NASA‘s aeronautics branch aims to ride a new wave of research on the commercial aviation sector’s ambitious environmental goals, to drive the agency back into the business of building and testing full-scale X-planes by the end of the decade.
A full-scale flight research aircraft – provisionally dubbed the “experimental vehicle testbed” (XVT) – is being promoted within the agency to succeed the NASA/Boeing X-48B/C, an unmanned, 8.5%-scale representation of a hybrid wing body airframe.
“While we don’t have an X-plane beyond X-48 in the budget profile yet, we’re building the case for why that would make sense,” says Fay Collier, project manager for the environmentally responsible aircraft (ERA) project.
Collier’s project is mid-way through a process that is designed to support a follow-on X-plane programme, but taking the next step is not guaranteed. Arguably the toughest barrier is the question of how to finance such a project.
Although the funding question remains unresolved, the possibility of an environmentally driven X-plane programme would be a stark break from the recent past.

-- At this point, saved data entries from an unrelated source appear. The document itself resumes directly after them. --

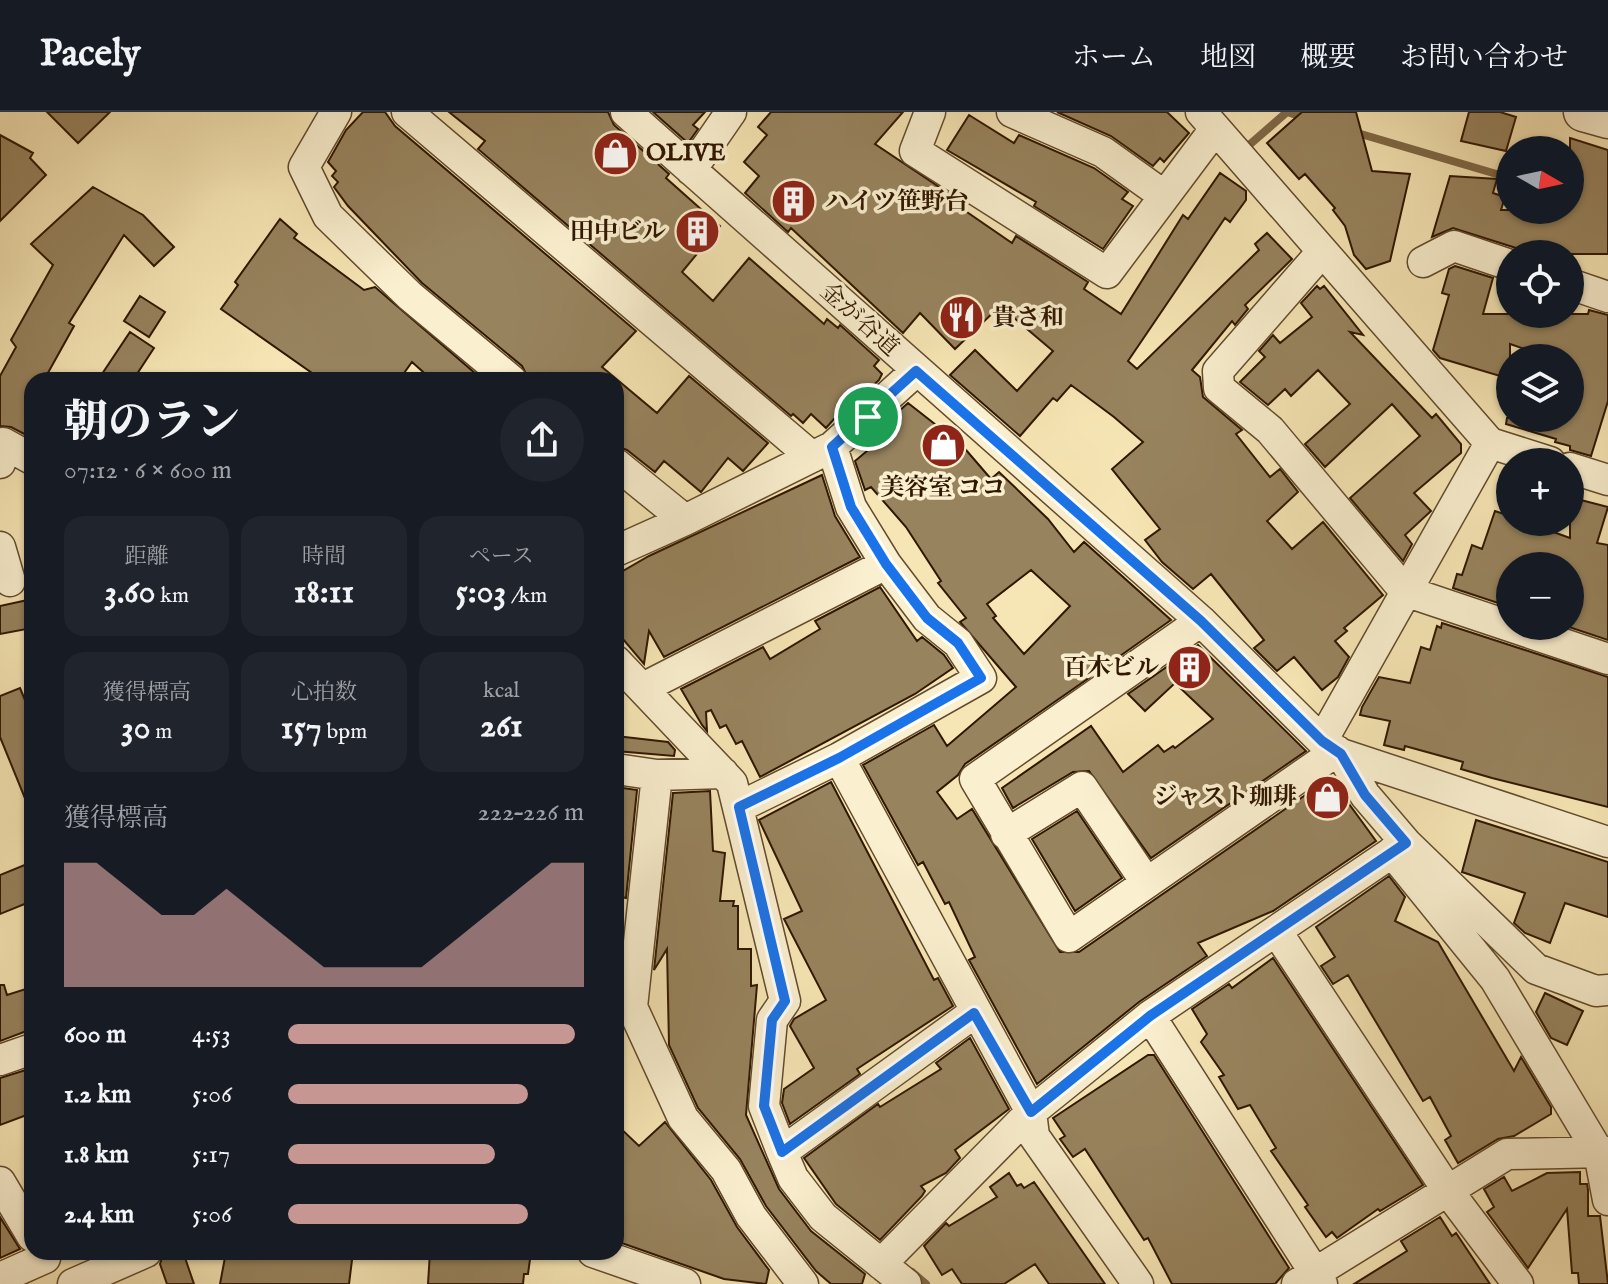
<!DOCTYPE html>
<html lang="ja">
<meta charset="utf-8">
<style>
:root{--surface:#171b24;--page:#20242c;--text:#f1f3f6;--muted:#9ea1a6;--line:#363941;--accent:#c59692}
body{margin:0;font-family:"IM FELL English","Noto Serif JP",serif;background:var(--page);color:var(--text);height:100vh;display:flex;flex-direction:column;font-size:30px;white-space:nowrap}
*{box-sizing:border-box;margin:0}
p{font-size:26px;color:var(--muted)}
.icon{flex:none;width:44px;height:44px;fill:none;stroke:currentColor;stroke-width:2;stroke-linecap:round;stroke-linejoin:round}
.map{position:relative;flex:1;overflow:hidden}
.details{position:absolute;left:24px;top:260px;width:600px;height:888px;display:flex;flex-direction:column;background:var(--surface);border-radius:24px;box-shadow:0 2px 6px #0004}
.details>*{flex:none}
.needle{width:52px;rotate:99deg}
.buttons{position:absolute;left:1496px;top:24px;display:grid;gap:16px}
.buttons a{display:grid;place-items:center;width:88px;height:88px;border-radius:50%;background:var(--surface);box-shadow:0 2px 6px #0004;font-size:40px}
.pin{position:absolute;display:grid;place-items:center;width:68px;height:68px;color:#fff;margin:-34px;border:4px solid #fff;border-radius:50%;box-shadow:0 2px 8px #0007}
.round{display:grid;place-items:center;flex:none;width:84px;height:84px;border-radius:42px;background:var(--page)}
.summary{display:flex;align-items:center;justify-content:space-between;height:136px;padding:0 40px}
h1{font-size:44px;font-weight:800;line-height:60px}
.metrics{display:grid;grid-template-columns:repeat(3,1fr);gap:12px;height:136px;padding:8px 40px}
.metrics div{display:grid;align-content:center;border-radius:20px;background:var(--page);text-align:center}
.metrics b{font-size:34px;font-weight:800}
.metrics small{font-size:22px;font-weight:400}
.metrics p{font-size:22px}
.chart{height:224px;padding:16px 40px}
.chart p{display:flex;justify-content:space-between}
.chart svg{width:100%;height:144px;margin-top:8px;fill:var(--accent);opacity:.7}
ul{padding:0 40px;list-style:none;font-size:26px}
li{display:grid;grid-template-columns:128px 96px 1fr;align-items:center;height:60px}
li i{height:20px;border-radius:10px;background:var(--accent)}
header{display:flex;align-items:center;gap:48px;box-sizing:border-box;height:112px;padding:0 40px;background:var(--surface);border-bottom:2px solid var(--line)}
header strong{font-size:38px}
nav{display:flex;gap:44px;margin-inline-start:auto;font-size:28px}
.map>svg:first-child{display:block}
</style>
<header>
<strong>Pacely</strong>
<nav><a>ホーム</a><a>地図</a><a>概要</a><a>お問い合わせ</a></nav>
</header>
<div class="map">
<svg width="1608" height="1172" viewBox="0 0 1608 1172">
<rect width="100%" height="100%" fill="#f7e6b5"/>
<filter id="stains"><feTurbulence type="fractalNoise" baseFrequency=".0025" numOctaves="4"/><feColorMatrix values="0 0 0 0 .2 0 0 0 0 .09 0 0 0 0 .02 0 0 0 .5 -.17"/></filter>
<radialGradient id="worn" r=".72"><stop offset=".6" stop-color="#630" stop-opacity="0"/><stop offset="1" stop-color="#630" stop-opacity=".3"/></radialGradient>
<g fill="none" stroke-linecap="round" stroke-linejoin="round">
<path stroke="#7f6947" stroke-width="8" d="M1354,20L1510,66
M1248,34L1287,0L1306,6
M912,1160L926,1172"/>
</g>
<path fill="#97835e" stroke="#301700" stroke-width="2" fill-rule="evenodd" d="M47,0H110L78,31Z
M363,0H385L395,14L636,219L602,255L657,301L689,264L768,331L743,359L728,346L701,380L664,349L655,360L627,338L616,334V268H529L522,254L422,171L348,94L334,75L338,70L332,64L336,59L328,50L346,18Z
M449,0H608L614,13L669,62L666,66L720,114L682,160L713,189L749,146L824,212L827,207L838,216L840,213L879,248L874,254L882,262L879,268L855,290L852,287L826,316L811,302L803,311L793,302L791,304L478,37L485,29Z
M653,0H705L693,13L698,17L688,31Z
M771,0H903L875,32L951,83L948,87L1012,131L1016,124L1088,170L1084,177L1121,202L1183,103L1188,107L1220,61L1246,79V88L1230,110L1225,106L1128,249L1137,257L1259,138L1255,132L1267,121L1292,147L1245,193L1248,197L1235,213L1232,209L1192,258L1200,265L1203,285L1242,318L1236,322L1270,365L1280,357L1298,380L1267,409L1292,437L1323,410L1383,483L1344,516L1347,519L1335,529L1349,545L1338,565L1322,578L1294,545L1277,559L1254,536L1264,528L1211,462L1193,477L1162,450L1145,428L1160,417L1112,357L1143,330L1114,305L1071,273L1057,289L1053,286L1020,324L950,263L975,238L1017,279L1053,239L1000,194L955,237L920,201L903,221L791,116L788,120L745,81L759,64L744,50L767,23L758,15Z
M1057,0H1167L1189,21L1164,50L1160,46L1153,54L1111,24Z
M1302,0H1356L1372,59L1410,62L1390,149L1366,157L1354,143L1345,114L1333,98L1335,96L1305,62L1299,67L1267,31Z
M1469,0H1500L1516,5L1506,39L1461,29Z
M969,3L1014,31L1019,23L1094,56L1128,80L1122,87L1133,94L1103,137L1034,94L1036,90L947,38Z
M0,23L33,41L30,46L46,63L0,109Z
M1570,26L1608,38V142H1524L1516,136L1453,116L1432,125L1450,64L1497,67L1493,81L1505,85L1501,98H1570Z
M93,75L143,103L174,135L154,154L124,123L69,211L74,214L44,268H32V326L11,315L0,314V264L16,235L11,228L53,153L31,132Z
M280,107L297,122L294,126L364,178L375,175L483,268H432L412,250L399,268H322L221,197L238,173L235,170Z
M1455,154L1493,166L1483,202H1588L1589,198L1608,203V289L1591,344L1570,338V334L1555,330L1556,327L1506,312L1507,306H1570V246H1551L1510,232V267L1440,246L1433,238L1449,183L1442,181L1449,157Z
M1317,174L1320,177L1324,174L1363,223L1350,220L1432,306L1436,302L1461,332V341L1414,381L1431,399L1405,423L1412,432L1403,449L1350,386L1420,324L1392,292L1325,355L1305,332L1350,292L1318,258L1291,284L1285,277L1268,293L1240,270L1265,245L1259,239L1273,223L1280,231L1312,205L1301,191Z
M140,184L165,200L149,225L124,209Z
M130,220L154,236L133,268H98Z
M908,291L945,320L948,317L991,367L999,360L1048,407L1074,440L1084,430L1171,508L1103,556L1100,553L1089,566L965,652L958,663L937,680L957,707L972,697L1060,840H1079L1330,666L1376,729L1273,799L1198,831L1207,844L1139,890L1037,972L969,848L975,845L949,790L945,792L923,750L918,753L863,653L934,613L947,634L1016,575L960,510L966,506L938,471L941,469L906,415L871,375L865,378L855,349L886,323L880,316ZM1031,458L1070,494L1024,542L993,506L996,504L987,492Z
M822,363L835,404L860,445L664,545L649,519L644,552L616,519V463L649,444Z
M1570,375L1580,378L1577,387L1608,395L1597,431L1608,433V528L1566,514H1570V454H1510L1501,492L1453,476L1457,462L1462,463L1472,433L1482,437L1495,399L1510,404V410H1526L1570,426Z
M880,475L917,529L922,525L944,543L953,556L915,582L760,665L742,629L736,632L726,613L720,616L711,598L706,600L707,619L702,613L681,577L763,535L770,547L820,517L815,509Z
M32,487V516L0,522V494Z
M1442,511L1608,565V695L1492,666L1461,657L1463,650L1405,634L1404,638L1384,633L1390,609L1360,603L1362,595L1379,565L1410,571L1421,535L1430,538L1437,514L1441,516Z
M1198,533L1306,639L1151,746L1089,659L1073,660L1013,696L1002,676L1091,614L1123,660L1158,633L1164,640L1173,634L1175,636L1213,607L1175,571L1145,599L1128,582Z
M20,576L32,605L31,701L0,625V584Z
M616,624L668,630L675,638L674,644L616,639Z
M831,670L934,868L938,866L953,894L857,957L860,962L790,1012L782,991L784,977L814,956L790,914L794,907L826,888L784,807L802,799L759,708Z
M616,675L637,678L626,786L616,784Z
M710,679L713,739L725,741L720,789H734L733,794H738V837H751V874L757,873L746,1003L779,1077L811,1119L865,1162L862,1172H831L816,1159L766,1094L740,1047L698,996L669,933L667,837L654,858L673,681Z
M1077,699L1122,766L1075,799L1032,727Z
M1476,708L1608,750V805L1565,791L1550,831L1525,821L1514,811L1525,781L1462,760Z
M32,750V789L0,802V763Z
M1389,764L1405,785L1395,809L1438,830L1514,959L1521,945L1551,995V1002L1514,1024L1498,1027L1458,1051L1445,1028L1451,1024L1430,985L1423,989L1348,863L1333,872L1321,854L1335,845L1316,815Z
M1273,846L1423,1073L1380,1099L1378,1097L1337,1126L1332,1120L1326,1125L1305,1095L1308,1093L1271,1039L1276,1036L1250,993L1238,997L1219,965L1224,963L1201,930L1207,922L1192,897L1229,872L1232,876Z
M0,873H4L7,883L32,875V917L0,929Z
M1545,881L1583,899L1567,933L1551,926L1536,900Z
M970,926L1009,997L955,1038L960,1046L946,1061L921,1074L925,1079L922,1084L880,1128L836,1092L804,1046L878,992L880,995L941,957L936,951Z
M1148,943H1154L1289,1156L1275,1172H1172L1148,1126L1144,1128L1085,1037L1073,1045L1060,1027L1065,1024L1053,1006Z
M32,956V1001L0,1013V966Z
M665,1010L711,1068L737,1115L769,1158L766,1172L724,1167L616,1129V1012L639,1034Z
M1580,1060V1072H1587L1588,1078V1104H1600L1608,1172H1579L1578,1161H1572L1567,1097L1528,1156L1487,1100L1494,1095L1484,1077L1504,1065L1512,1079L1547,1061Z
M1009,1061L1017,1074L1021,1072L1024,1076L1034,1070L1105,1172H1049L1035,1152L1004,1172H962L952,1157L942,1163L924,1134L946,1111L949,1114L997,1085L990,1075Z
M0,1105L20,1137L0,1146Z
M1440,1105L1452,1124L1456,1121L1490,1172H1354L1407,1139L1401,1129Z
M164,1140H183L194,1172H167L160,1152Z
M226,1140H353L349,1172H220Z
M430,1140H531L528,1162H524L523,1172H428Z"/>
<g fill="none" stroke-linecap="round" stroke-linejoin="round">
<defs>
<path id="minor" d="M336,0L304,55L328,104L410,184L511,268
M407,0L812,345
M626,0L1201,509L1322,629L1341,642L1608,730
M930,0L915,39L1107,161L1215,17
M1012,0L1103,40L1163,83
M1201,0L1490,331L1550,350
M691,58L731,0
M1321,141L1218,259L1219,276L1270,318L1405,479L1608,547
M1423,150L1454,134L1510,153
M1570,172L1608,185
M0,351L3,331L32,347
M616,352L685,408L832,335L916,259
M1570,356L1608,368
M0,435L10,469
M616,439L685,408
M1201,509L975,667L1069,825L1337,639
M616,549L732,671L785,889L772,908L764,994L782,1040L793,1066L823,1105L906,1172
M643,576L886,452
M1322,629L1490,331
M1341,642L1365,683L1406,731L1536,857L1596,879L1608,878
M839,646L1031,1000L1034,1024L1138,1172
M616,657L657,663L723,661
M739,695L839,646L981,566L958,531L927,506L886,452L851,395L832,335
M1006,722L1082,675L1146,770
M1392,740L1495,867L1599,1041L1608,1088
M1277,820L1448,1079L1518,1172
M616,885L632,895L683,1006L726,1058L751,1104L803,1172
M632,895L657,663
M1150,904L1322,1172
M0,948L32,937
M782,1040L974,901
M0,1070L32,1124
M593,1140L685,1172
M881,1152L1031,1000L1150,904L1406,731
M0,1166L45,1146
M73,1172L146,1140
M1297,1172L1507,1042L1608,1040"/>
<path id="tertiary" d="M1583,0L1608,7"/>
</defs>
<use href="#minor" stroke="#624b2d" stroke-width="33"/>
<use href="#tertiary" stroke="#624b2d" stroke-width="41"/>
<use href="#minor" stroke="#faefcf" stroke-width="30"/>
<use href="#tertiary" stroke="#faefcf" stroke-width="38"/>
</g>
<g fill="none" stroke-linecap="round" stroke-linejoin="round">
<defs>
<path id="route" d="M916,259L1201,509L1322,629L1341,642L1365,683L1406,731L1150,904L1031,1000L974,901L782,1040L764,994L772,908L785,889L739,695L839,646L981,566L958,531L927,506L886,452L851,395L832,335Z"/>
</defs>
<use href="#route" stroke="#fff" stroke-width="16"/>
<use href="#route" stroke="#1a73e8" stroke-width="10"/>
</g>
<defs>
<symbol id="shop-disc" viewBox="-11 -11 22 22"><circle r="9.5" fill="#8f2418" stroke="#faefcf"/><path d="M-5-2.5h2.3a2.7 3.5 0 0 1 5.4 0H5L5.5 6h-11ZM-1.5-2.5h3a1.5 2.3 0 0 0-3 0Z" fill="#fff"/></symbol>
<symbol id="building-disc" viewBox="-11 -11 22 22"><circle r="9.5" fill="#8f2418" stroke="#faefcf"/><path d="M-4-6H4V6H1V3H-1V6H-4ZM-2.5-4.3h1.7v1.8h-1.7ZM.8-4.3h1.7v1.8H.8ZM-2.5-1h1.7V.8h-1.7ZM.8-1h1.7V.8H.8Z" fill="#fff"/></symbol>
<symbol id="restaurant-disc" viewBox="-11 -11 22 22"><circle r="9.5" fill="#8f2418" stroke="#faefcf"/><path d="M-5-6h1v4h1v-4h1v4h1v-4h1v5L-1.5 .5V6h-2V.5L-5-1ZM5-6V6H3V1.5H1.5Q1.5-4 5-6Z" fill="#fff"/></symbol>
</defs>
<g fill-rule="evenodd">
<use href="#shop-disc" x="590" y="16" width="51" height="51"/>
<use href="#building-disc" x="768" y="64" width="51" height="51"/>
<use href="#building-disc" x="672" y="94" width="51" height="51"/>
<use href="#restaurant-disc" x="936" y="180" width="51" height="51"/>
<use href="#shop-disc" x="918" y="308" width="51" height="51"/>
<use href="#building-disc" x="1164" y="530" width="51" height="51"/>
<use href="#shop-disc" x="1302" y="660" width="51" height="51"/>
</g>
<g text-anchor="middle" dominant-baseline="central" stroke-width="7" stroke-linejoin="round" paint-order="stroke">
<g font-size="24" font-weight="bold" fill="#301700" stroke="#faefcf" text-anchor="start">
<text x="646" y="41">OLIVE</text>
<text x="825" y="90">ハイツ笹野台</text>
<text x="666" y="120" text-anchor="end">田中ビル</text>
<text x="992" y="206">貴さ和</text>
<text x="943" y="376" text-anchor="middle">美容室 ココ</text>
<text x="1159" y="556" text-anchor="end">百木ビル</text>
<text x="1297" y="685" text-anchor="end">ジャスト珈琲</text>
</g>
<g font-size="24" fill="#301700" stroke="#faefcf">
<text transform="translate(859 208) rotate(42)">金が谷道</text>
</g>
</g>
<rect width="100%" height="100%" filter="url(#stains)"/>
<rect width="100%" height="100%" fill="url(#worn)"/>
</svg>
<div class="buttons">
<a><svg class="needle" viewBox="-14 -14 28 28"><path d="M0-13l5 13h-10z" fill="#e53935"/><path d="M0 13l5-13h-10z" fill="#9ea1a6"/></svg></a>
<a><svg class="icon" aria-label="locate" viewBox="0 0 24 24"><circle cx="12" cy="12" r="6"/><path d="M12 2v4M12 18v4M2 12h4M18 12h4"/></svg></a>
<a><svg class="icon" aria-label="layers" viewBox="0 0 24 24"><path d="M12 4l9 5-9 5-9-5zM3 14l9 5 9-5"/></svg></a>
<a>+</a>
<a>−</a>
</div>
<div class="pin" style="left:868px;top:305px;background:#1e9e55"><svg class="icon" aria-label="arrive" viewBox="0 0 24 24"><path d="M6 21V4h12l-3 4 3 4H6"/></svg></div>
<section class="details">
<div class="summary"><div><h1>朝のラン</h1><p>07:12 · 6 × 600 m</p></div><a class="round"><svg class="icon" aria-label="share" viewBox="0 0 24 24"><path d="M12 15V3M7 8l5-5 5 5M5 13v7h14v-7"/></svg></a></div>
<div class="metrics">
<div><p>距離</p><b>3.60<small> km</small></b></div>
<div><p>時間</p><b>18:11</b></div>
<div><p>ペース</p><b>5:03<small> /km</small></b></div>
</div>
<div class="metrics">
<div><p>獲得標高</p><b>30<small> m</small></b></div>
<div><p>心拍数</p><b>157<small> bpm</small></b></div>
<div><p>kcal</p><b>261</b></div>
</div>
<div class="chart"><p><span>獲得標高</span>222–226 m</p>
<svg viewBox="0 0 160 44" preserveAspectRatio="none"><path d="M0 44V6L10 6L20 14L30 22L40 22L50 14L60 22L70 30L80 38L90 38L100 38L110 38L120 30L130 22L140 14L150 6L160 6V44z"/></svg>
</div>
<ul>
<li><b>600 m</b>4:53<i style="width:97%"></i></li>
<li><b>1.2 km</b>5:06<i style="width:81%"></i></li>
<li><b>1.8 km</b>5:17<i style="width:70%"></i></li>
<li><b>2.4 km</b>5:06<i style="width:81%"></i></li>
</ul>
</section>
</div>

NASA has not funded a full-scale, manned X-plane in more than a decade. Moreover, since the early 1980s, X-planes have been focused on evaluating new concepts in high-performance military aircraft, such as fighters, or spacecraft.
A notable exception is the Lockheed Martin X-55 all composite cargo aircraft, a project sponsored by the Air Force Research Laboratory to investigate a new method for mass-producing advanced materials for aircraft structures.